* [Given information]:
....

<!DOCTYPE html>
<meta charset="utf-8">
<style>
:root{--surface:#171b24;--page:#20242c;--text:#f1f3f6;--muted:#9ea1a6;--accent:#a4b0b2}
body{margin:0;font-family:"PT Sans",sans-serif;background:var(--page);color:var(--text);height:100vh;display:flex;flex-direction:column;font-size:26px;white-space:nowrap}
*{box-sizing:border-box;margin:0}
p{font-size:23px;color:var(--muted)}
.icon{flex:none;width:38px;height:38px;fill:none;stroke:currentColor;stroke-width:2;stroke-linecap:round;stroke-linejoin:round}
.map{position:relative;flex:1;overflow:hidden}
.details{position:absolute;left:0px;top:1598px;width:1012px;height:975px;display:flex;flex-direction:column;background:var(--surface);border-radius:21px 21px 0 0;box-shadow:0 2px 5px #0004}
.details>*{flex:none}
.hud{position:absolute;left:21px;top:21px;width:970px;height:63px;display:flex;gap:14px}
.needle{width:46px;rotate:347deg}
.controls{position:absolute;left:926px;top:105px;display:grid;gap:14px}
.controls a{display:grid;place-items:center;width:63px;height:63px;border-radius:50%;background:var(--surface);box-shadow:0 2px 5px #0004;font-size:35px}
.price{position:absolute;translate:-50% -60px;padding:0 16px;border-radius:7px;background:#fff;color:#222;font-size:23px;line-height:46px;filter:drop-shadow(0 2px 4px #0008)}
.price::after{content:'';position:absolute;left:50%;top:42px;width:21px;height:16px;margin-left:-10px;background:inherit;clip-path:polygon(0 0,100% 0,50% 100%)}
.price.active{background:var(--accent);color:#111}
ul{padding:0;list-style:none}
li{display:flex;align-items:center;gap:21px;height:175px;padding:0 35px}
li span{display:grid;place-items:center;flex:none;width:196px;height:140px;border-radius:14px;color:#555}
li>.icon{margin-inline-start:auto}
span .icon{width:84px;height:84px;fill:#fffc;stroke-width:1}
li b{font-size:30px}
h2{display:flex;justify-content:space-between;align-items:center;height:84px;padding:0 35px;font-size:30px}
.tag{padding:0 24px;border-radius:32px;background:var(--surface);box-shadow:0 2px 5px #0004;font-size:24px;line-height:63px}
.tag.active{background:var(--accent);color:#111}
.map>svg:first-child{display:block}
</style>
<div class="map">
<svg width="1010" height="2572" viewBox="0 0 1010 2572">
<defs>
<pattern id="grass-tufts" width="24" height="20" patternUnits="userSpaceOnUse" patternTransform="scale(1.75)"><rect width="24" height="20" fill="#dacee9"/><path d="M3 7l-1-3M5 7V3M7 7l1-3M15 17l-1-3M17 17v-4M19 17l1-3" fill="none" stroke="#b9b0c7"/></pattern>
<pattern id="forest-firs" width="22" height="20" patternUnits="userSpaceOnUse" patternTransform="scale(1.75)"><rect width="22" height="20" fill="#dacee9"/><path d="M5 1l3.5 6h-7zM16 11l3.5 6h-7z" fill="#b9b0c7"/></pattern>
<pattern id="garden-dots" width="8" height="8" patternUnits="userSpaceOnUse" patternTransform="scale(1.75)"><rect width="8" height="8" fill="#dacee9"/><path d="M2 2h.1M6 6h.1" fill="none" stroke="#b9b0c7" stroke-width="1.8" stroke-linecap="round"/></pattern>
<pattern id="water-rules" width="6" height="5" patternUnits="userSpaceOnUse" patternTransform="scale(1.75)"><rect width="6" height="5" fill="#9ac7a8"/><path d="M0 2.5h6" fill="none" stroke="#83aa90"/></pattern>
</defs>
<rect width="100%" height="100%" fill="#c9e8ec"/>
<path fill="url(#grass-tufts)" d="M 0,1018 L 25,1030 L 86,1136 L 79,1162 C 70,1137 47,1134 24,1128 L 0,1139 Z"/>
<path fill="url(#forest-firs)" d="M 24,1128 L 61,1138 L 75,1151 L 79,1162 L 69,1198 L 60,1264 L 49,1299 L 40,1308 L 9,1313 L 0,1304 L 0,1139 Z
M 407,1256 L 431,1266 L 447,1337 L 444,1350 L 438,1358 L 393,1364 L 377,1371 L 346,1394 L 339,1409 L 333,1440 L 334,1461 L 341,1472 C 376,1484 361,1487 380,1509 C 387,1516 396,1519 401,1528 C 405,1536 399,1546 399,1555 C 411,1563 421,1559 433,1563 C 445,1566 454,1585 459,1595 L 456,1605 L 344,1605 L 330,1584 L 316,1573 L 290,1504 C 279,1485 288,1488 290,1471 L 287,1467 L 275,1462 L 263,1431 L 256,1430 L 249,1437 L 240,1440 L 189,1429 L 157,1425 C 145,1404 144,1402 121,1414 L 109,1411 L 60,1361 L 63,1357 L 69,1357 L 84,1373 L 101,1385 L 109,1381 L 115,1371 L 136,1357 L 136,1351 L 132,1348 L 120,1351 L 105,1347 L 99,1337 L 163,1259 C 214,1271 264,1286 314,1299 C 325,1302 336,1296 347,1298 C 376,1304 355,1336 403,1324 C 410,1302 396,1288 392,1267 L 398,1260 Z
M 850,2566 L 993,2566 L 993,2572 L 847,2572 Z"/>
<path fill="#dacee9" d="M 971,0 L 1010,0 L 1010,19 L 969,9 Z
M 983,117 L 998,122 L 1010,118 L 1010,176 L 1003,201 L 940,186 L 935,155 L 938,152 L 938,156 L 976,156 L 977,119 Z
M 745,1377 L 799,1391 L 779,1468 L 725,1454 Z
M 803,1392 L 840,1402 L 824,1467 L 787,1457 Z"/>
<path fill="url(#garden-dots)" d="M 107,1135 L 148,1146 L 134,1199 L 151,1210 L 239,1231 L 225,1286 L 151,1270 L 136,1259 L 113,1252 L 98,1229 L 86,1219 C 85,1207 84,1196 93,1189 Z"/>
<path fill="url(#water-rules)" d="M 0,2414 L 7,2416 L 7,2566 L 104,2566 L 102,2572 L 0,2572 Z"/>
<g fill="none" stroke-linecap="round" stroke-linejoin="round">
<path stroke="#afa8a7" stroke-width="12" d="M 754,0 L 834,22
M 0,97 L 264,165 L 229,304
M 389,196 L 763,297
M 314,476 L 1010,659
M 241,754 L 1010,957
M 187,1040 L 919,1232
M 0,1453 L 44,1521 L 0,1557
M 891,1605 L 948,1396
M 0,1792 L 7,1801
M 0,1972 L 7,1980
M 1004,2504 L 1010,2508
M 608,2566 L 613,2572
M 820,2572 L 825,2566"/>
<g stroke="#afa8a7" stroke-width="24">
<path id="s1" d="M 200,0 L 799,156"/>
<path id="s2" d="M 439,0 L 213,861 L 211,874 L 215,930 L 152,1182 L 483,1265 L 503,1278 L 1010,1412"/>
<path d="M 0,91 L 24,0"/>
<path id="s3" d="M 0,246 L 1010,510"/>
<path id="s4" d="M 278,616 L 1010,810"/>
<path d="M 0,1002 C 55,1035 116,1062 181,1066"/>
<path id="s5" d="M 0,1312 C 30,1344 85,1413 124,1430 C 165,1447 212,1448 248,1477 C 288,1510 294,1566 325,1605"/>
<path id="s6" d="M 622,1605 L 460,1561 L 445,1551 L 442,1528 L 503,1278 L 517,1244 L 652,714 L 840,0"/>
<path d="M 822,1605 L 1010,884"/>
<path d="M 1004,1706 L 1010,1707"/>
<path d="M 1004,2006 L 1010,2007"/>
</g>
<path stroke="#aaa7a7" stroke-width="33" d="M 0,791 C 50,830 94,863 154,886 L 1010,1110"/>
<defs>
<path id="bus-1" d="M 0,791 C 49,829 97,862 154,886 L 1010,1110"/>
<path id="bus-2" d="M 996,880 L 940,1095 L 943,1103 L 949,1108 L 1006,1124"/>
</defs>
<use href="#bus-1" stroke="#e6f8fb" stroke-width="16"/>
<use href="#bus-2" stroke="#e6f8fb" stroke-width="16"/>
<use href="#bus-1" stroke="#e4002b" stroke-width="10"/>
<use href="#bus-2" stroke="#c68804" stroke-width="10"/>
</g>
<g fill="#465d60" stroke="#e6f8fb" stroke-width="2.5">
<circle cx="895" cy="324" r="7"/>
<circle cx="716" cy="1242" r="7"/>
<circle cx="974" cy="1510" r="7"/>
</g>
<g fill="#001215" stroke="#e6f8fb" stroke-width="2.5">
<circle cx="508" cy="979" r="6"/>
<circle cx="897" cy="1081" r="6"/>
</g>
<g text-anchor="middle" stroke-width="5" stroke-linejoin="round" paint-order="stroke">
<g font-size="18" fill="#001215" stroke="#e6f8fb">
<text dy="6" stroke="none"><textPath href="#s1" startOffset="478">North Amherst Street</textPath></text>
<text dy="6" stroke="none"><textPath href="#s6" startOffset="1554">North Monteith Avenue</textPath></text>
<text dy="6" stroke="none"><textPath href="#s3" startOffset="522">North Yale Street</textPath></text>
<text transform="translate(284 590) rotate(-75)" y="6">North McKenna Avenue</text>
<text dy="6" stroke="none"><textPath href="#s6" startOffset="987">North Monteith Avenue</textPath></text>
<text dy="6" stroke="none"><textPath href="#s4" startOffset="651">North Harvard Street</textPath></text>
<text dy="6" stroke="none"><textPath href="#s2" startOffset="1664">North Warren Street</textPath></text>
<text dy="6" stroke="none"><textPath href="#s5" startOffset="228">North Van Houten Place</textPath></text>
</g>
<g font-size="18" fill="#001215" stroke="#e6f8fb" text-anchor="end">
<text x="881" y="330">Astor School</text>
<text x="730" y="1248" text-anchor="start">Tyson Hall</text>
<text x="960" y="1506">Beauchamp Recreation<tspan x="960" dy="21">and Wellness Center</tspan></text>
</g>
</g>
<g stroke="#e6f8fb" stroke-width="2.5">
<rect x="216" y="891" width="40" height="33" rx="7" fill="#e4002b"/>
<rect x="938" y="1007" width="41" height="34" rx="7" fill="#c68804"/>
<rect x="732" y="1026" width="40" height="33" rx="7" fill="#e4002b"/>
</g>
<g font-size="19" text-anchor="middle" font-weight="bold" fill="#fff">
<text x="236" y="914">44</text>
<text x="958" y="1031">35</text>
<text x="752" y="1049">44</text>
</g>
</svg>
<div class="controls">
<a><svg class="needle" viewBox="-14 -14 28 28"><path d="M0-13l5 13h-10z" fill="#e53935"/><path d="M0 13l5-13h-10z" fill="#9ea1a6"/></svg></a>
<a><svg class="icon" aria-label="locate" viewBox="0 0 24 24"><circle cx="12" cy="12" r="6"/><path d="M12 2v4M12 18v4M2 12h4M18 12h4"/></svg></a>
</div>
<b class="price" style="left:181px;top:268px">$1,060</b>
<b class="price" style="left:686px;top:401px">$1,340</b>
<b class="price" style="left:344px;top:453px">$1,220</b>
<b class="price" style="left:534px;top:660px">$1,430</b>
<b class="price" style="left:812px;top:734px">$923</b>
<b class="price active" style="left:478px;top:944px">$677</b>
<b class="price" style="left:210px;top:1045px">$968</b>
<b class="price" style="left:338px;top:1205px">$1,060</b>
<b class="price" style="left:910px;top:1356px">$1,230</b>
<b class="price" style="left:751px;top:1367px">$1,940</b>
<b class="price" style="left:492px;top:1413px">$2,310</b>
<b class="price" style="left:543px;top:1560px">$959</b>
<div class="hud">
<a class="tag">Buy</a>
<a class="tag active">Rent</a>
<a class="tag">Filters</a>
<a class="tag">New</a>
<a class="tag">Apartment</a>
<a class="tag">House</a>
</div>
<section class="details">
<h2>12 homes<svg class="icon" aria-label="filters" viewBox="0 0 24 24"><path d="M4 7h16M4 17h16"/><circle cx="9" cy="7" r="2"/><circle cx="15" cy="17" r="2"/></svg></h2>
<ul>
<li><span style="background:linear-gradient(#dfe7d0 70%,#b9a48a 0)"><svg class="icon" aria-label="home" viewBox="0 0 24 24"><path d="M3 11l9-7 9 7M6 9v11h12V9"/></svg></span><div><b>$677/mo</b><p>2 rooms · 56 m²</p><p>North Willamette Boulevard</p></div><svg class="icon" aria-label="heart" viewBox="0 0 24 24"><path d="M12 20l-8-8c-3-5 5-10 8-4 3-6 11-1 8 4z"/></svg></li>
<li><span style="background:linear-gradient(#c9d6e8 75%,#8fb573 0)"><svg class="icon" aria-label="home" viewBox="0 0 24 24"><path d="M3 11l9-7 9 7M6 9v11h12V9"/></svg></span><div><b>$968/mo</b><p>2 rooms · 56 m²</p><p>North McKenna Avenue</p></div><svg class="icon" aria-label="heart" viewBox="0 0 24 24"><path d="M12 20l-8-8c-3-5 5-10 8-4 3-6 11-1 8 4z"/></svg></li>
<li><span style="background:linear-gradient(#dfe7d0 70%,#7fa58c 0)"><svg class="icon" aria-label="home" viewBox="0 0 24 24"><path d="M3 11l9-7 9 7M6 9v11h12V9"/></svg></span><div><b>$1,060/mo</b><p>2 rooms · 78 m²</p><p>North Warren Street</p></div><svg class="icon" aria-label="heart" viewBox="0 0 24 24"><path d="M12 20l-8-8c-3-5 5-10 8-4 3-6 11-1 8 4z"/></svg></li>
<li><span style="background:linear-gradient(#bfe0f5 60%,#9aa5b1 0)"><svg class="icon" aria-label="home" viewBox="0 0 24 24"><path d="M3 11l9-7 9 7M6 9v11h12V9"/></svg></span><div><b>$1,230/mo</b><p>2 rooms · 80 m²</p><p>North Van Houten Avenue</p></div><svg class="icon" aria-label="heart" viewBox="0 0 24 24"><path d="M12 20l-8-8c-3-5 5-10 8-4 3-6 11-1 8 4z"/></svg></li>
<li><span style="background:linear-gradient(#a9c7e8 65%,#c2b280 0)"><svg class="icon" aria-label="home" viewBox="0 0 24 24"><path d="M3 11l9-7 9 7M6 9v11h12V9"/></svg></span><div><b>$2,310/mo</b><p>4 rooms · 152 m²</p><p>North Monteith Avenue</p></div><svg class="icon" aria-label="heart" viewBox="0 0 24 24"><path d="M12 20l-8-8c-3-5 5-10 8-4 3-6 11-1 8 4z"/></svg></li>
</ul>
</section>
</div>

....

* [Goal of the exercise]:
Filter the listing for the word "controls" and copy every line that holds it.

* [Written response]:
.controls{position:absolute;left:926px;top:105px;display:grid;gap:14px}
.controls a{display:grid;place-items:center;width:63px;height:63px;border-radius:50%;background:var(--surface);box-shadow:0 2px 5px #0004;font-size:35px}
<div class="controls">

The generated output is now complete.